Europee/ Star della rete e prezzemoline tv: i partiti puntano sulle trentenni

Pubblicato il 2 Aprile 2009 13:29 | Ultimo aggiornamento: 2 Aprile 2009 13:48

Cinquantenne, avvocato, maschio, questo è adesso il profilo tipo del parlamentare italiano. Ma alla vigilia delle elezioni europee, un’altra tipologia si sta affermando per le candidature: donna, giovane, carina, telegenica e, spesso, senza alcuna esperienza: questo il profilo tipo del candidato più in voga del momento.

Ha aperto le danze Berlusconi, apripista nel lanciare sulla ribalta nazionale giovani donne procaci e inesperte (alcune entrate addirittura nella top ten delle ministre più belle del mondo): per le europee il PDL ha annunciato la candidatura di Barbara Matera, già “letteronza” per la Gialappa’s e ora annunciatrice Rai.

Ma se Berlusconi indica la strada, l’opposizione non sta guardare. Antonio Di Pietro ha candidato all’europee l’hostess Alitalia Maruska Piredda salita alla ribalta delle cronache dopo essere stata immortalata in prima pagina dal Giornale nel settembre scorso: nella foto la Piredda esultava con le mani al cielo mentre i suoi colleghi intorno scandivano “meglio falliti che in mano a sti’ banditi” quando sembrava che la trattativa tra Alitalia e il governo stesse per fallire. Poi ospite ad Annozero e a Matrix per difendere i lavoratori Alitalia, la Piredda si dichiarò ben presto disponibile a partecipare ad un reality. Ora, distintasi per un profilo meno nazional-popolare rispetto alla sua collega col cappio al collo Daniela Martani, la Piredda si candida con l’Italia dei Valori. E non importa se alle scorse elezioni ha votato Berlusconi, come lei stessa dichiara.

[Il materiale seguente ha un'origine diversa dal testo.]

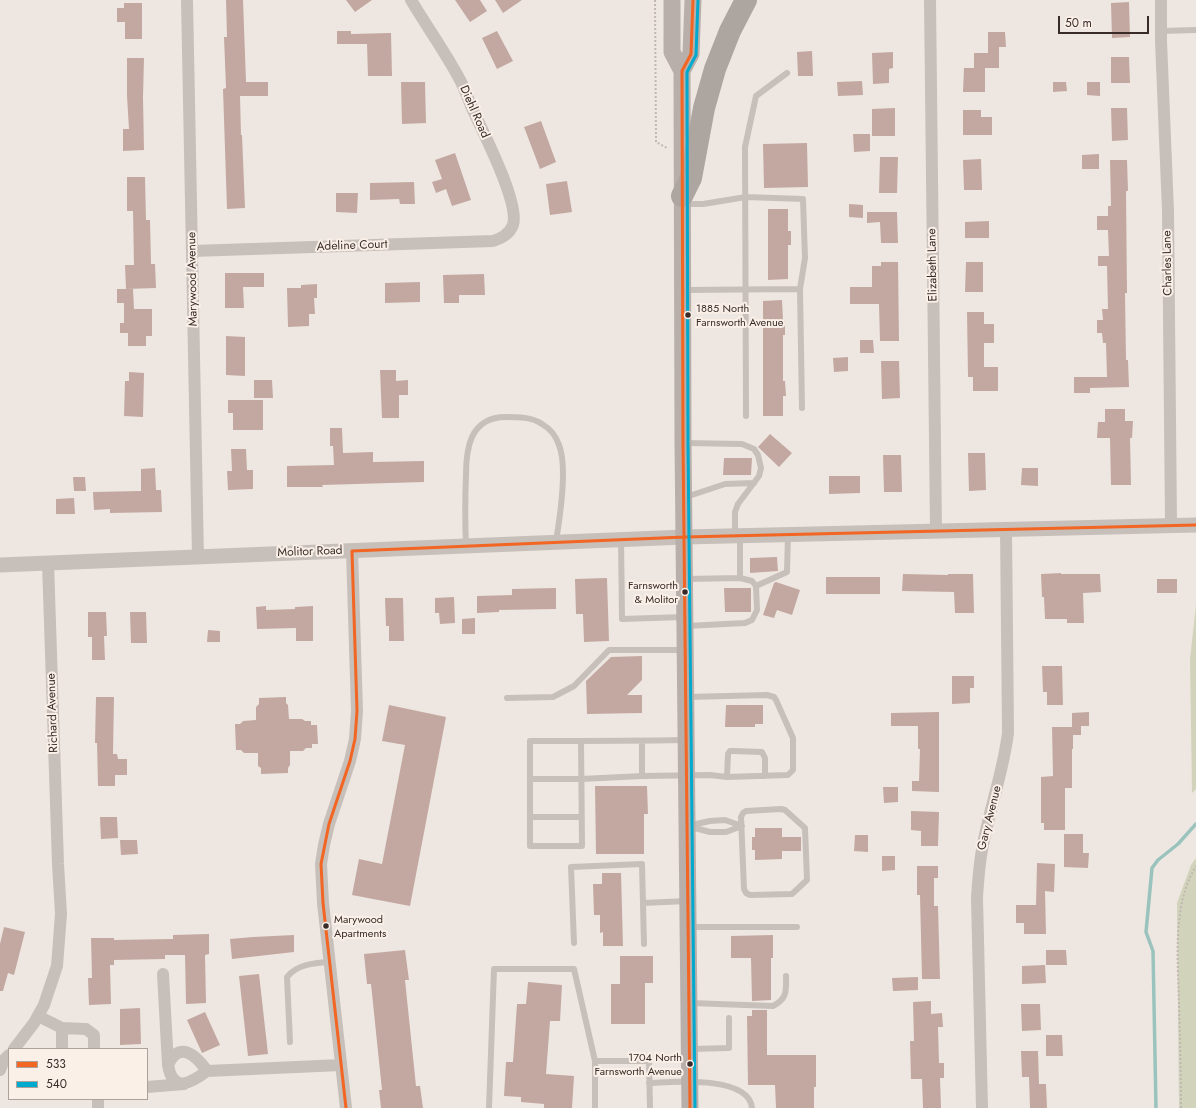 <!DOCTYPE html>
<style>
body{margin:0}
#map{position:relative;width:1196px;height:1108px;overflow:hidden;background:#eee7e1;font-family:Jost,sans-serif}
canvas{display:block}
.legend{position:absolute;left:8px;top:1048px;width:140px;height:52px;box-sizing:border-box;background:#fbf0e8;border:1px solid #ada19b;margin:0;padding:5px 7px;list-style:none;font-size:12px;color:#382b28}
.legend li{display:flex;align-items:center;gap:8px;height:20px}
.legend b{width:20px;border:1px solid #ada19b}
.scale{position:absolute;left:1058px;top:16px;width:91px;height:18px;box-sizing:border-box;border:2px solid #382b28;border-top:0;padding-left:5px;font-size:12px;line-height:14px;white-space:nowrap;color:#382b28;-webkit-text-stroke:3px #fbf0e8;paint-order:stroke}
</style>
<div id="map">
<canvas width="1196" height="1108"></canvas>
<ul class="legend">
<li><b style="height:5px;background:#f26522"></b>533</li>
<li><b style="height:5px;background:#00a9ce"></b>540</li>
</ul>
<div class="scale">50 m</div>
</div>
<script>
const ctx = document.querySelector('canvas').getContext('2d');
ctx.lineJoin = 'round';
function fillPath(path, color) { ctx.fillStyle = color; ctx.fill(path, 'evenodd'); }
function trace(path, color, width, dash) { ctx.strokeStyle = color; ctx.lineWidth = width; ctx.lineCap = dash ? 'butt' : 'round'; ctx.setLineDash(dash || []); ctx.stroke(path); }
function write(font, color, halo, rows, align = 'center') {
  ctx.font = font + ' Jost,sans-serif'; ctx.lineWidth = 4; ctx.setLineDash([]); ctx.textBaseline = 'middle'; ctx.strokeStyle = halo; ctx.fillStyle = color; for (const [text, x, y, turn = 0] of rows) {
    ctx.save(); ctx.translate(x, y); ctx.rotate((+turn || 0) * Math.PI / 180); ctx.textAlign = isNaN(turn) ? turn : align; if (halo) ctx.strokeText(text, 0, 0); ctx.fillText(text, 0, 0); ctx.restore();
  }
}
fillPath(new Path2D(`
 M1196 605V789L1192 793 1190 659Z
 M1196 858V1108H1179L1177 903 1191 865Z`), '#d1d4ba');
trace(new Path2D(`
 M1156 1108 1153 951 1146 932 1152 868 1158 860 1178 844 1196 824`), '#9bc3be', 3.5);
fillPath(new Path2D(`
 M226 0H243L246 82H268V96H240L241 135H242L245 208 227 209 223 89 226 88 224 37H227Z
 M346 0H372L355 12Z
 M455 0H480L487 11 470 22Z
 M495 0H522L503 13Z
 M1129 2 1130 37 1112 38 1111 3Z
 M124 3H142V39H125V22H117V8H124Z
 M337 31H351V34L391 33 392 76H368L367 44H337Z
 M497 31 513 61 497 69 482 38Z
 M988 32H1005L1006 47H999V68H985V92H963L964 68H974V53H988Z
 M812 51 813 76H798L797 52Z
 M893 52V68L889 69V83L873 84 872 53Z
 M1111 57H1129L1130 83H1111Z
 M127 58H144L143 97 144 150 123 151V129H129L127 96Z
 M862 81 863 95 838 96 837 82Z
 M401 82H425L426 123 402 124Z
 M1053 82H1066L1067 91 1053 92Z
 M1087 82H1100V96L1087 95Z
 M895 108V136H872V109Z
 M1111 108H1127L1128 140 1112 141Z
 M963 110H981V117H992V135H963Z
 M541 121 556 162 540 169 524 127Z
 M853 134H870V151L854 152Z
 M807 143 808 187 764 188 763 144Z
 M455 153 471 200 452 206 446 189 436 193 432 182 442 179 435 160Z
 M1099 154V169H1082V155Z
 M880 157H898L897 193H879Z
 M981 159 982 190H964L963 160Z
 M1110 160H1127L1128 191H1126L1127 293H1125L1126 360H1128L1129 387 1090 388V393H1074V377H1107L1106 343H1103L1102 333H1097V320H1103L1102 309H1108L1107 266H1098V256H1109L1108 230H1097V216H1108V206H1111Z
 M127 177H145L146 220H150L151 264H155L156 288 126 289 125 265H134L133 211H127Z
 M567 181 572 212 550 215 546 184Z
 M414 182 415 204H400L399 199 370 200V183Z
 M336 193H358L357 213 336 212Z
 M849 204 863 205V218L849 217Z
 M768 209H788V231H791V245H788V279L768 280Z
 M867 212H897L898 243H881L880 222 867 223Z
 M989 221V238H965V222Z
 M881 262H898L899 341H880L879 304H850V287H872V266H881Z
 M966 262H983V292H965Z
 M225 273H264V287H243L244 308H225Z
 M484 274 485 295H459V303H444L443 275Z
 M420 282V302L385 303V283Z
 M317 284V298H314L315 314H309V326L288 327 287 288H301V285Z
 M117 289H133L134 309H152V336H146V346H128V333H120V323H124V303H117Z
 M782 300 783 321H785V335H783V381H785L786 396H783V416H763V301Z
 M967 312H984V324H994V343H984V367H998V391H973V377H968Z
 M226 336 245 337V376L226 375Z
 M860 340H873L874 353H860Z
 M848 357V371L834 372 833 358Z
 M881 361H899L900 398 882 399Z
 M380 370H396V381L408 380V395H399V418H382Z
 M129 372 144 373 143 417 124 416 125 381H129Z
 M254 380H272L273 398H254Z
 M228 400H263V430H233V413H228Z
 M1105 409H1125V421H1133L1132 438H1130L1131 485H1111L1110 438H1097L1098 422H1105Z
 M330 428H342L343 453 373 452V462L424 461V482L322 485 323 487H287V466L334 465 333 446H330Z
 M770 434 792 453 779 467 758 447Z
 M231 449H246L247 470H253V489L228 490 227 471H232Z
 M968 453H985L986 490 969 491Z
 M883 455H901L902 492H884Z
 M724 458H752L751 475H723Z
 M155 468 156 490H161L162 512 110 513V509L94 510 93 492 141 491V469Z
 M1022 468H1038V486L1021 485Z
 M829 476H860V493L829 494Z
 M73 477H85L86 491H74Z
 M74 498 75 514H56V499Z
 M777 557 778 571 750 573V558Z
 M1061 573V574H1100L1101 592 1083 593 1084 623H1067V619H1045L1044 597H1042L1041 574Z
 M903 574 948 575V574H973L974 613H955L954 592 902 591Z
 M826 577H880V594H826Z
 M607 578 609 641 584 642 583 614H576L575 579Z
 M1157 579H1177V593H1157Z
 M776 582 800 590 792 615 777 610 774 618 763 615 774 583Z
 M556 588V609L499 610V612L477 613V596L512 595V589Z
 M724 588H751V612H725Z
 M454 597 455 623 440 624 439 613H435V598Z
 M385 598H403L404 641H389V626H386Z
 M266 606V610L295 609V607L313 606V641H296V628L257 629 256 607Z
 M88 612H106L107 636H104L105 660H92V637H88Z
 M130 612H146L147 643H131Z
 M475 618V634H462V619Z
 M208 630 220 631V642H207Z
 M642 656V680L627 695H642V713L587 714 586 681 611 657Z
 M1042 666H1062L1063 705H1047V692H1043Z
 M952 676H974V688H970V703L952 704Z
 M96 697H114L113 754H117L118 759H127V775H115V786H98L97 743H95Z
 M286 697V703L288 705 289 719H302L305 721H311V725H317L318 744H312V748H306L303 751H290V765L288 768V773L261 774V768L258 766V753H244L241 750H236L235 724H240L243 721 256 720V707L259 704V698Z
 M389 705 446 717 410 906 352 895 359 859 382 864 405 745 382 741Z
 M726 705H763V724H755V727H725Z
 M939 712V792L912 791V781H919L920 749H918V726H891V713Z
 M1089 712V726H1081V735H1073V749H1072V788H1065V830H1044V823H1041V777L1053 776 1052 727H1072V713Z
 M595 786H647L648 814H644V854H596Z
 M883 787H898V802L884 803Z
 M911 811 939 812 938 846H921V831L911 830Z
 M100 817H117L118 838 101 839Z
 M755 828H782V837H801V851H782V859L755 860V850H752V837H755Z
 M1064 834H1083V853H1089L1088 868 1064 867Z
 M855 835H868V852L854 851Z
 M120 840H137L138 854 121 855Z
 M882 856H895V870L882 871Z
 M1037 863 1055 864 1054 892 1045 891 1046 934H1024V923H1016V905H1036Z
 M917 866H938V878H934V906H938L940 979H922L920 895H917Z
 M602 873H621L623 946H603V932L600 933V915H594L593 884H602Z
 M4 927 25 932 14 975 8 973 3 991H0V944Z
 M209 934V954L205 955 206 1003 186 1004 185 955H165V959L114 960V965H110L111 1004 89 1005 88 978H92L91 938H114V940L173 939V935Z
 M294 935V952L232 959 230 939 253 937Z
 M773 935V958H771V1000L752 1001 751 958H731V936Z
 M405 950 409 980H405L416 1086H420L423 1108H381L379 1090H382L371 984H367L364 954Z
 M1046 950H1066L1067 965H1046Z
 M620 956H653V983H645V1024H611V984H620Z
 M1045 965 1046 983 1022 984V966Z
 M259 974 268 1054 248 1056 239 976Z
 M918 977V990L893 991 892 978Z
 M528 982 562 985 560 1021H550L546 1074 574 1076 572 1108H544V1104L521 1102V1097L504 1096 506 1062H513L517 1004H526Z
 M931 1001V1014L942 1013 943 1027H938L939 1063H944V1078H940L941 1108H923L922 1079H911L910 1041H914L913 1002Z
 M1021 1004H1040L1041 1030 1022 1031Z
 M140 1008 141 1044 120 1045V1009Z
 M752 1010H767V1055H816V1087H814V1108H776L775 1085H748L747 1016H752Z
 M205 1012 220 1045 202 1053 187 1020Z
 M1046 1035H1062L1063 1056H1046Z
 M1021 1051H1038L1039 1084H1046L1047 1108H1030L1029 1077H1022Z`), '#c3a8a1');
trace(new Path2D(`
 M655 0 656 142 667 148
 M1181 1108C1181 1073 1180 1038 1179 1004 1178 959 1172 905 1196 866`), '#c0b7b2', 2, [2, 2]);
trace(new Path2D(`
 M1161 31 1196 30
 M684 204H703L746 197 803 199 805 258 800 289 802 408
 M684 290 800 289
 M746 416 745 147 756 96 787 73
 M685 443 742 444 754 449 758 455 761 468 759 476 738 504 735 512V535
 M686 497 725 484 754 483
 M740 536V578
 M621 539 622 619 683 617
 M466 545C465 522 465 499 466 475 466 463 467 448 472 437 479 422 491 417 506 417 518 417 532 417 542 424 549 428 556 436 559 445 568 467 560 517 556 541
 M686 579 740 578 752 581 756 586 757 610 752 620 745 623 687 626
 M756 586 787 572 788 534
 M507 698 553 697 574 686 609 650H683
 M581 741 582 846H530V741C581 741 633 741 684 740
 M642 741V776
 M727 777 728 754 730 751H733L762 752 765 758V776
 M530 779H581L642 776 710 775 727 777 788 775 793 770V738L776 700 774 697 767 695 687 697
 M781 809 785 810 805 828 807 880 792 894 750 895 746 893 744 889 741 817 743 813 746 811Z
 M530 817H581
 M725 820 742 826 726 832H710L687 826 710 821Z
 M643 903 687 901
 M690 927H797
 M574 943 571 867 642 864 644 944
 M690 1003 773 1006C788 998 786 990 786 976
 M290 1042 287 977C297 964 314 963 330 962
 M691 1049 729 1048V1018
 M649 1083C672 1082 749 1075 752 1108
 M489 1108 494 969H574L595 1061
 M595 1108V1061H649L650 1108`), '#c7bfba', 6);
trace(new Path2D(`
 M187 0 198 557
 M930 0 936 530
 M1161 0V41L1168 211 1171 525
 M192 251 493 241C501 238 509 235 513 225 520 203 482 130 472 108 468 99 465 89 460 80 446 53 427 27 411 0
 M163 974 168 1065
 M38 1016 62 1028 86 1029 94 1035V1049
 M14 1049 34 1023 44 1005 57 966 61 914 58 864 48 563
 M62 1049V1028
 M0 1070 4 1060 9 1055
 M207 1071C191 1083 173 1094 168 1065 179 1040 196 1055 207 1071L341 1065
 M147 1087 184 1084
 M98 1099V1108
 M346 1108 323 903 321 864 324 845 329 824 350 761 355 739 357 711 352 551
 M982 1108 977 898C978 882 979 866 982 850 989 810 1003 773 1008 733L1006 528`), '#c7bfba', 12);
trace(new Path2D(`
 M0 565 685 537 1196 525`), '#c7bfba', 15);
trace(new Path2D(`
 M672 0V52L682 71 683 443 690 1108
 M682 71 691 54 693 0`), '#b8afaa', 17);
trace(new Path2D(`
 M682 196 691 178 704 108 715 69 730 31 746 0`), '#ada5a0', 22);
trace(new Path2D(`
 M352 551 685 537 1196 525
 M346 1108 323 903 321 864 329 824 350 761 355 739 357 711 352 551
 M690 1108 683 443 682 71 691 54 693 0`), '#f26522', 3);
trace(new Path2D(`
 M695 1108 688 443 687 72 696 55 698 0`), '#00a9ce', 3);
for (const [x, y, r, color] of [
 [688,315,3.5,"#382b28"],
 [685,592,3.5,"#382b28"],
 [326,926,3.5,"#382b28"],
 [690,1064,3.5,"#382b28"]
]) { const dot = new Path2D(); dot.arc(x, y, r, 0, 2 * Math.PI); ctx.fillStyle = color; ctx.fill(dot); trace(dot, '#fbf0e8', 1.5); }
write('11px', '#382b28', '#fbf0e8', [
 ["1885 North",696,309],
 ["Farnsworth Avenue",696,323],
 ["Farnsworth",678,586,"right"],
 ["& Molitor",678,600,"right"],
 ["Marywood",334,920],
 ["Apartments",334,934],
 ["1704 North",682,1058,"right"],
 ["Farnsworth Avenue",682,1072,"right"]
], 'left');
write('12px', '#382b28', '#fbf0e8', [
 ["Diehl Road",474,112,66],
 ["Adeline Court",352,246,-2],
 ["Charles Lane",1168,263,-91],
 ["Elizabeth Lane",933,265,-91],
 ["Marywood Avenue",193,279,-91],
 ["Molitor Road",310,552,-2],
 ["Richard Avenue",53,713,-92],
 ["Gary Avenue",990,818,-76]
]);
</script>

Alla mossa di Di Pietro, arriva ora la risposta del Partito Democratico, che vuole puntare sulla rete. L’Unità annuncia oggi la candidatura per il Partito Democratico nel collegio Nord-Est di Debora Serracchiani, anche lei carina (l’hanno già paragonata all’Amelie dell’anonimo film), anche lei trentenne (ha trentotto anni ma ne dimostra molto meno) e da qualche anno consigliere provinciale ad Udine. La Serracchiani si è fatta conoscere per averle cantate chiare a Franceschini in un incontro dei circoli democratici con il segretario. L’intervento della Serracchiani, 12 minuti interrotti da trenta applausi scroscianti, finì su YouDem risultando un vero tormentone per gli standard della sonnacchiosa webtv lanciata da Veltroni. Ora, forte di seimila supporter su Facebook, Debora ottiene un posto in lista nella circoscrizione Nord-Est. Ma la partita si fa più difficile: dai click della rete, si passa alla preferenze. E Debora, come Barbara e Maruska, dovrà dimostrare di non essere solo una meteora.